Quel est le sommet des Alpes avec lequel tu entretiens le lien le plus fort ?

J’ai grandi à Argentière, sous le regard de l’Aiguille du Chardonnet, de l’Aiguille d’Argentière et de l’Aiguille Verte. Leur verticalité les relie à l’alpinisme autant qu’au ski et, en cela, elles sont intimement liées à ma pratique. Et puis, je m’y projette depuis toujours, elles font presque partie de ma famille. Si je devais n’en choisir qu’une, ce serait l’Aiguille Verte, qui se prête plus particulièrement au ski. Mais, elles sont toutes les trois essentielles à ma vie. Elles se regardent, ces montagnes. Inspirantes et magnifiques, elles semblent nous inviter à leur cime. Et lorsqu’on arrive à l’un de ces sommets, l’autre nous appelle. C’est là que se dévoile la magie des Alpes. Grimper sur une bosse pour voir au-delà, passer un col pour apercevoir une autre vallée. Et s’aventurer dans une course éternelle. La montagne nous fait sans cesse découvrir une nouvelle part d’elle-même et ma pratique se nourrit de cet infini. Les Alpes nous offrent un terrain d’exploration fabuleux par la diversité de ses paysages, la quantité de ses sommets et leur proximité. En Himalaya, les hauts sommets sont plus éloignés les uns des autres et chaque ascension nécessite une organisation complexe. Mais, dans les Alpes, nous pouvons mener des expéditions très techniques en trois ou quatre jours et l’aventure est déjà exceptionnelle.

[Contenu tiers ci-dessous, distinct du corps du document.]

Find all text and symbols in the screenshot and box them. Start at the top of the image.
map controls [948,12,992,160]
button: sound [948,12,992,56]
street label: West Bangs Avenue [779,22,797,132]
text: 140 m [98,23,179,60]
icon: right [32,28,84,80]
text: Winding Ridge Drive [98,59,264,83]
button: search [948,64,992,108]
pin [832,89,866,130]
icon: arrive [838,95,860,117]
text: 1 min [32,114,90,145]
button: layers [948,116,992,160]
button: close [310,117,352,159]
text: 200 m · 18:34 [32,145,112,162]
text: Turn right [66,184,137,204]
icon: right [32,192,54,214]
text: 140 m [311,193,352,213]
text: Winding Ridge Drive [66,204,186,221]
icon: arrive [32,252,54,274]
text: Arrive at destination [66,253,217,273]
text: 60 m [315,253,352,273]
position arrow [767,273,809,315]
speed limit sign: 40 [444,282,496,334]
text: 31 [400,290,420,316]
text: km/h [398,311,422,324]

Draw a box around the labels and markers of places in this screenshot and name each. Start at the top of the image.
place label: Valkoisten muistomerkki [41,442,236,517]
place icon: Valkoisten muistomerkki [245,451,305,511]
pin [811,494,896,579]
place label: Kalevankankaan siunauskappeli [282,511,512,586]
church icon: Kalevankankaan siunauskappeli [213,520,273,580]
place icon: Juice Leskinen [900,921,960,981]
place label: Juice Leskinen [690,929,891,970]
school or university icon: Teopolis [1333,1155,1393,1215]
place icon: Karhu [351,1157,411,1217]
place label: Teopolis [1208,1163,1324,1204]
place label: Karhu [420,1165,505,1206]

Ton amour de la montagne dépasse-t-il la frontière des Alpes ?

Pendant près de 20 ans, j’ai focalisé mon activité sur la région de Chamonix. J’aurais d’ailleurs pu y rester toute ma vie car chaque jour la montagne y est différente. Les lumières changent, les conditions évoluent. Je ne me lasse jamais de la vallée et des sommets qui l’entourent. Mais, depuis quelques années, les occasions qui me sont offertes de voyager au-delà des Alpes se font plus nombreuses. J’aimerais bien sûr me rendre en Himalaya pour éprouver ma pratique à très haute altitude. À travers chaque voyage, on apprend. Et c’est en rapportant le fruit de nos expériences que nous réinventons notre pratique alpine. Découvrir de nouveaux environnements, faire face à de nouvelles contraintes, tenter de nouvelles approches, tout cela contribue à nous enrichir. Expérimenter par soi-même une situation est tellement plus puissant que de simplement en entendre parler. En ressentant les choses, on les intériorise, on les assimile. Il est ensuite plus facile de reproduire une stratégie qui fonctionne et de l’enseigner à d’autres.

Vivian Bruchez | Guide de haute montagne à la cime des plus belles montagnes des Alpes

Parlons maintenant d’alpinisme. Quelle émotion l’ascension des hauts sommets alpins te procure-t-elle ?

À l’automne, je m’entraîne pour l’hiver. Il y a quelques jours, j’ai parcouru près de 1000 mètres de dénivelé dans la forêt. S’il existe un chemin, je le laisse à d’autres pour marcher droit vers le sommet. Je suis les empreintes qui jonchent le sol, je me fonds dans la nature. Investi corps et âme dans l’ascension que je mène, je redeviens animal. Car la montagne nous oblige à une totale implication. Garder les yeux ouverts et les sens éveillés, rester aux aguets, demeure une exigence. Pense à autre chose, et tu prends des risques. La montagne est intransigeante.

Elle est aussi un terrain d’authenticité. La montagne nous incite à profiter pleinement du moment présent, à nous unir à la nature. Elle suscite en nous l’envie de nous dépasser. Lorsque je sens mon cœur battre plus fort, quand mon souffle s’accélère, je me sens vivant. À son contact, j’apprends des choses sur moi-même, je me redécouvre. La montagne nous révèle à nous-même autant qu’elle nous renouvelle. Elle est enfin pour moi un terrain d’exploration, un laboratoire de recherche. J’expérimente de nouvelles tenues, je teste de nouvelles approches et, parfois, grâce à des réglages minimes, j’améliore ma pratique.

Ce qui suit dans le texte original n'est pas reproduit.